● **What the task requires**
Beginning with the first line, retype exactly the records below up to and including the line with "position:absolute; left:16px; top:1238px;"; pictures do not belong in the copy.

Collected data:
*-*-*
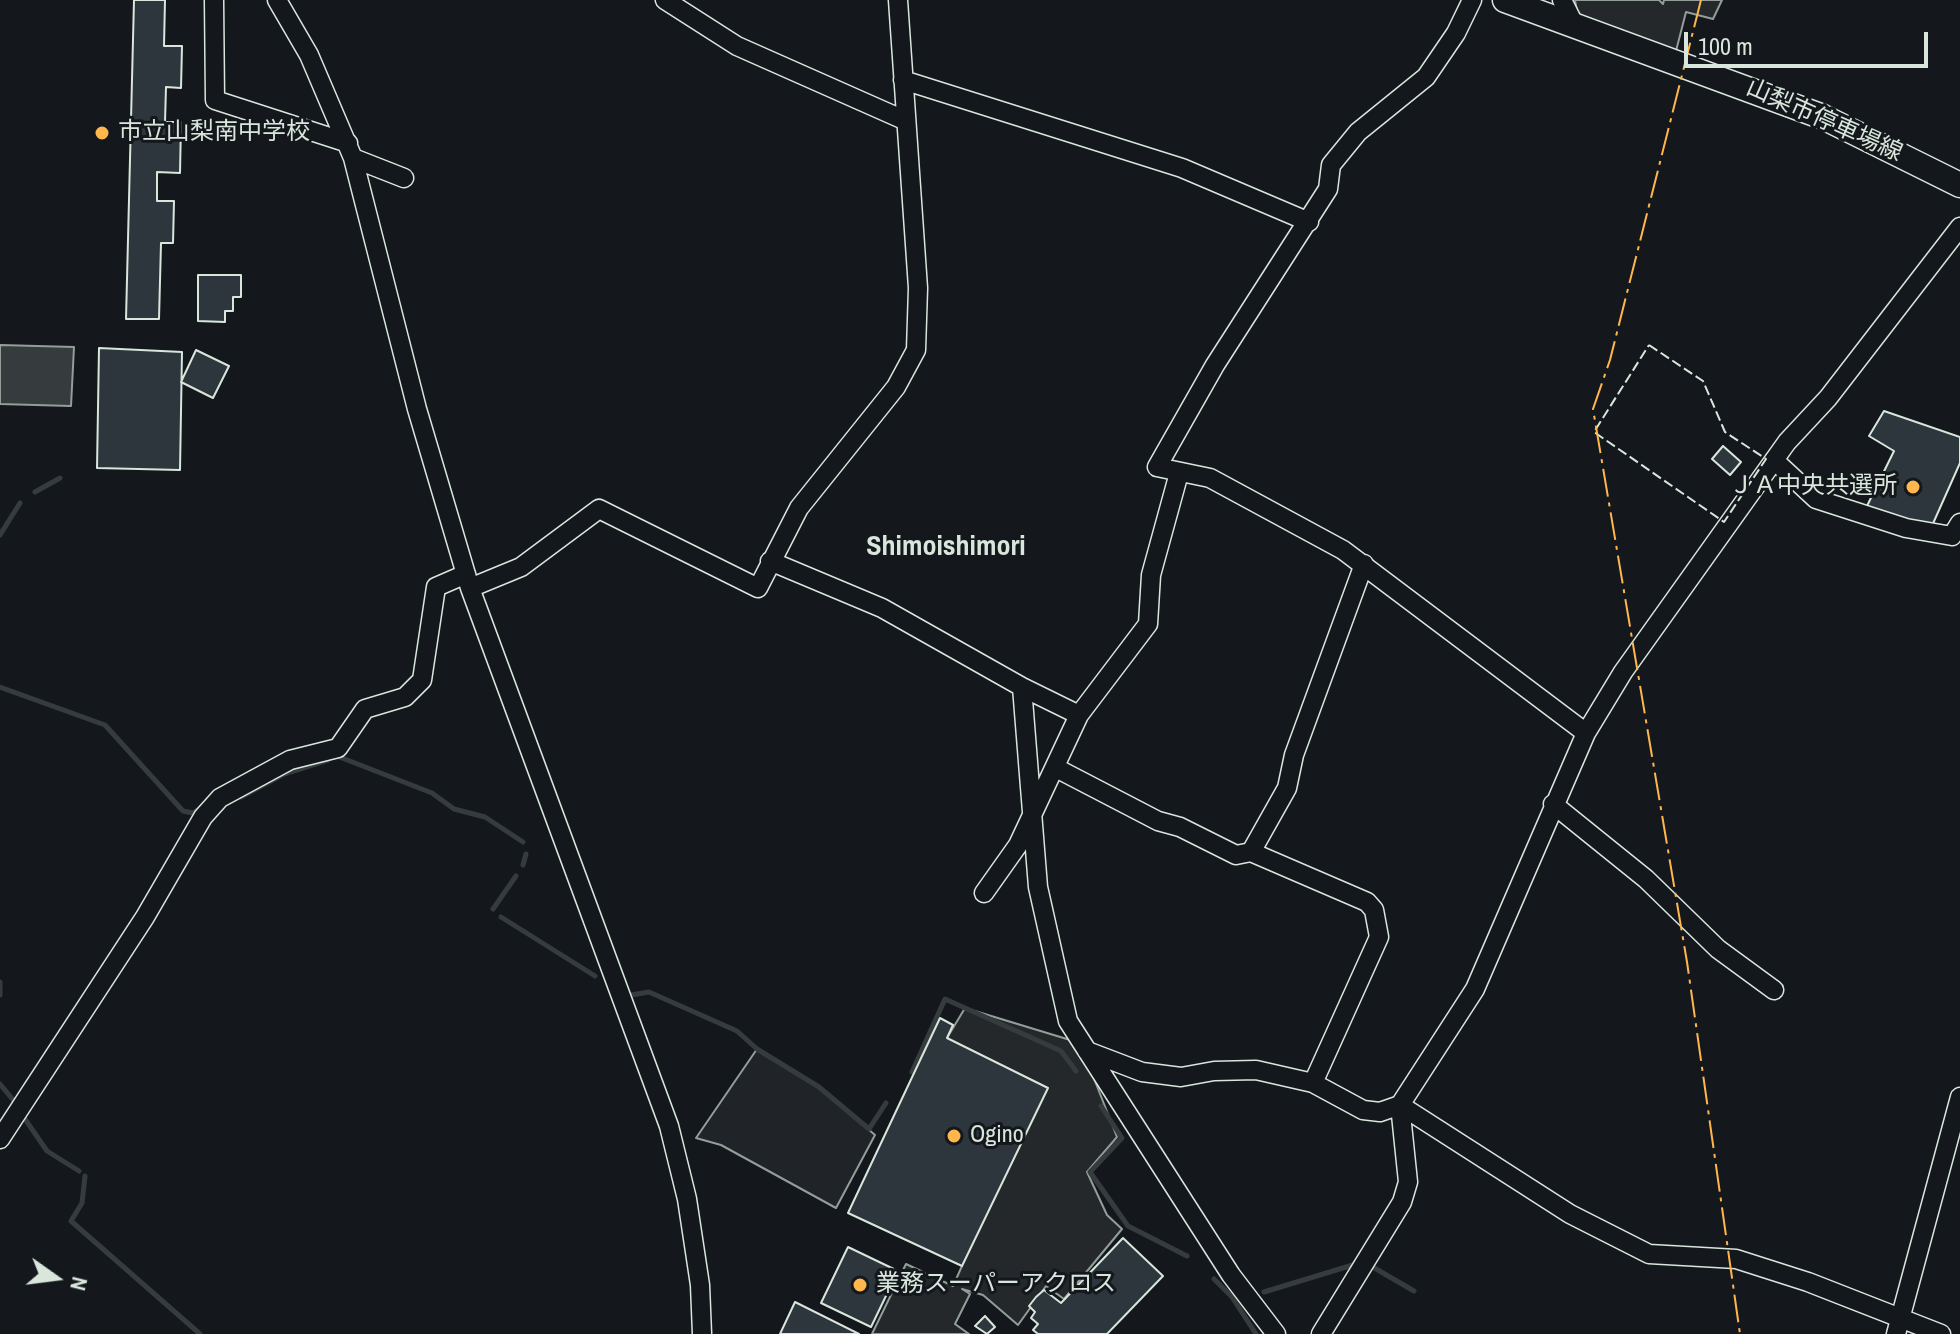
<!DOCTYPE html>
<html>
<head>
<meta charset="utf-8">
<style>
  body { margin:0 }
  #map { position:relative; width:1960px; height:1334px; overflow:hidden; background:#14181c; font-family:"Archivo Narrow",sans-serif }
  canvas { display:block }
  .north { position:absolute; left:16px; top:1238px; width:80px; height:80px; -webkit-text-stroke:6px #14181c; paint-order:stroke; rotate:104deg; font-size:22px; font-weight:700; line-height:32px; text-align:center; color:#d8e6dc }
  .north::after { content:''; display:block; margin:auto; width:28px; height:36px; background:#d8e6dc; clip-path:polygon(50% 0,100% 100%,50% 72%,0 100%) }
  .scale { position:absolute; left:1684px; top:32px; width:244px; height:36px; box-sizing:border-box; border:4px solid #d8e6dc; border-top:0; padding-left:10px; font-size:24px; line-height:28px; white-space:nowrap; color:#d8e6dc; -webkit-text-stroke:6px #14181c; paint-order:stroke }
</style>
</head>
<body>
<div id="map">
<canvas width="1960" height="1334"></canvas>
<div class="north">N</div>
<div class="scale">100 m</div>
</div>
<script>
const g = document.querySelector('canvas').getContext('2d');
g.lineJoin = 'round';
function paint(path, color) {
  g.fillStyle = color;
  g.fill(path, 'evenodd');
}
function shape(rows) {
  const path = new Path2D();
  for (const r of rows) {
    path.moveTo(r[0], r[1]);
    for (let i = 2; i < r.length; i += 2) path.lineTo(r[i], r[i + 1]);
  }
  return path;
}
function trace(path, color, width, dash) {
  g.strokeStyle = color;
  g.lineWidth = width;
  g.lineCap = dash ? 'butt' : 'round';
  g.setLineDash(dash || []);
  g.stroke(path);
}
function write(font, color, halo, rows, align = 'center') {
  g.font = font + ' "Archivo Narrow","Noto Sans JP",sans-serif';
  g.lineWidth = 6;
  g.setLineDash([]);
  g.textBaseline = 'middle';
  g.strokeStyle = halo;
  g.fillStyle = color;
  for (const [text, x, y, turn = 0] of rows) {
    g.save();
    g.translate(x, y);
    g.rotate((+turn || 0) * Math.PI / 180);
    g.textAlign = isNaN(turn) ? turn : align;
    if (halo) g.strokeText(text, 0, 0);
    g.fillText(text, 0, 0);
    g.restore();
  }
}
const green = shape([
  [757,1049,819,1087,875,1135,836,1208,721,1145,696,1138,757,1049]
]);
paint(green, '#202428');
trace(green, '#939e99', 2);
const parking = shape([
  [1575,0,1659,0,1663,4,1664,0,1722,0,1713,19,1686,12,1676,51,1578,17,1575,0],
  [965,1008,1080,1043,1117,1137,1087,1172,1107,1215,1122,1229,1064,1299,1046,1286,1018,1325,983,1295,962,1289,970,1294,955,1324,969,1334,872,1334,906,1264,953,1286,962,1266,947,1038,965,1008]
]);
paint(parking, '#24282b');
trace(parking, '#939e99', 2);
const water = shape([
  [0,345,74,347,71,406,0,404,0,345]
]);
paint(water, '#363b3e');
trace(water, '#939e99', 2);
trace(shape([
  [35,492,60,478],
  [0,535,20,503],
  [0,687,105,725,183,811,193,813,199,809],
  [337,756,432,793,454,809,485,817,523,842],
  [241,797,284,774,328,760],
  [523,865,526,854],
  [493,909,516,876],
  [501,917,595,976],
  [0,982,0,995],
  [631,995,649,992,737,1031,757,1049,819,1087,869,1129,886,1103],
  [912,1072,945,999,1061,1051,1076,1071],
  [0,1084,14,1101],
  [1101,1106,1122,1138,1090,1172,1128,1226,1187,1256],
  [25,1119,47,1151,79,1171],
  [85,1176,82,1203,71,1221,200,1334],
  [1371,1266,1414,1291],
  [1214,1279,1232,1297,1256,1334],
  [1264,1292,1356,1264]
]), '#363b3e', 5);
const building = shape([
  [134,0,165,0,164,46,182,46,181,88,166,87,165,122,181,122,180,173,157,172,157,201,174,201,173,243,161,243,159,319,126,319,134,0],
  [198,275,241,275,241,297,233,297,233,311,225,311,225,322,198,321,198,275],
  [99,348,182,352,180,470,97,468,99,348],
  [196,350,229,366,213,398,181,382,196,350],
  [1884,411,1960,437,1960,463,1931,528,1865,510,1894,451,1869,436,1884,411],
  [1723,446,1741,462,1730,475,1712,459,1723,446],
  [940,1018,953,1025,947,1038,1048,1088,962,1266,848,1213,940,1018],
  [1123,1238,1163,1276,1107,1334,1038,1334,1033,1330,1038,1324,1031,1318,1035,1312,1029,1306,1036,1297,1044,1290,1061,1303,1123,1238],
  [848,1247,898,1271,871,1327,821,1303,848,1247],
  [795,1302,859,1334,780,1334,795,1302],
  [985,1316,995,1327,987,1334,975,1326,985,1316]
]);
paint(building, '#2c363c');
trace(building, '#d8e6dc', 2);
const minor = shape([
  [214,0,215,100,348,143],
  [277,0,309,55,353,158,417,409,470,588,669,1126,687,1199,700,1285,702,1334],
  [665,0,737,46,904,120],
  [1472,0,1456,33,1426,77,1358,132,1331,165,1328,189,1215,365,1157,467,1210,478,1343,550,1586,733],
  [1562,0,1574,24],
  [903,80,1182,168,1309,222],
  [353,158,404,178],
  [1774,460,1816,499,1906,528,1952,536,1960,523],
  [770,561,882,608,1022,687,1038,887,1068,1021,1231,1275,1276,1334],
  [470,588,521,567,599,509,758,588,799,508,896,387,916,350,918,288,898,0],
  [1022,687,1079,715],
  [1056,768,1158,821,1180,827,1236,855,1251,852,1367,902,1374,910,1379,937,1313,1083],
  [1553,804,1646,879,1718,949,1774,990],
  [1251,852,1287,788,1294,755,1364,564],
  [984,893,1018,845,1079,715,1148,624,1151,575,1179,473],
  [1087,1051,1142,1072,1181,1077,1214,1071,1256,1070,1313,1083,1363,1110,1380,1112,1400,1105,1475,989,1586,733,1623,672,1787,442,1828,398,1960,227],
  [1400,1105,1570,1214,1649,1254,1736,1259,1808,1282,1941,1334],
  [0,1139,145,917,203,817,220,798,290,760,338,748,365,709,405,697,422,680,436,587,466,574],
  [1321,1334,1402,1202,1408,1182,1400,1105],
  [1896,1334,1960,1097]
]);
const major = shape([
  [1505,0,1823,117,1960,185]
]);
trace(minor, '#d8e6dc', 21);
trace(major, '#d8e6dc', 27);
trace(minor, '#14181c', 18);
trace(major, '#14181c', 24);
trace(shape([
  [1649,345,1703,381,1725,432,1766,459,1724,522,1594,432,1649,345]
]), '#d8e6dc', 2, [10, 4]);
trace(shape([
  [1701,0,1610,360,1593,409,1687,962,1740,1334]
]), '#ffb74d', 2, [28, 6, 4, 6]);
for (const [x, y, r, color] of [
  [102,133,8,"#ffb74d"],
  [1913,487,8,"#ffb74d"],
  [954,1136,8,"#ffb74d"],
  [860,1285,8,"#ffb74d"]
]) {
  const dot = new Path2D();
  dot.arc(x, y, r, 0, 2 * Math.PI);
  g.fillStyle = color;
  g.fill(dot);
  trace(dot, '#14181c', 3);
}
write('24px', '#d8e6dc', '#14181c', [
  ["山梨市停車場線",1824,121,24]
]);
write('24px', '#d8e6dc', '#14181c', [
  ["市立山梨南中学校",118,133],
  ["ＪＡ中央共選所",1897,487,"right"],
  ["Ogino",970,1136],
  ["業務スーパーアクロス",876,1285]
], 'left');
write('bold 28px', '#d8e6dc', '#14181c', [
  ["Shimoishimori",946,547]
]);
</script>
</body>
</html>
*-*-*
● **Result**
<!DOCTYPE html>
<html>
<head>
<meta charset="utf-8">
<style>
  body { margin:0 }
  #map { position:relative; width:1960px; height:1334px; overflow:hidden; background:#14181c; font-family:"Archivo Narrow",sans-serif }
  canvas { display:block }
  .north { position:absolute; left:16px; top:1238px; width:80px; height:80px; -webkit-text-stroke:6px #14181c; paint-order:stroke; rotate:104deg; font-size:22px; font-weight:700; line-height:32px; text-align:center; color:#d8e6dc }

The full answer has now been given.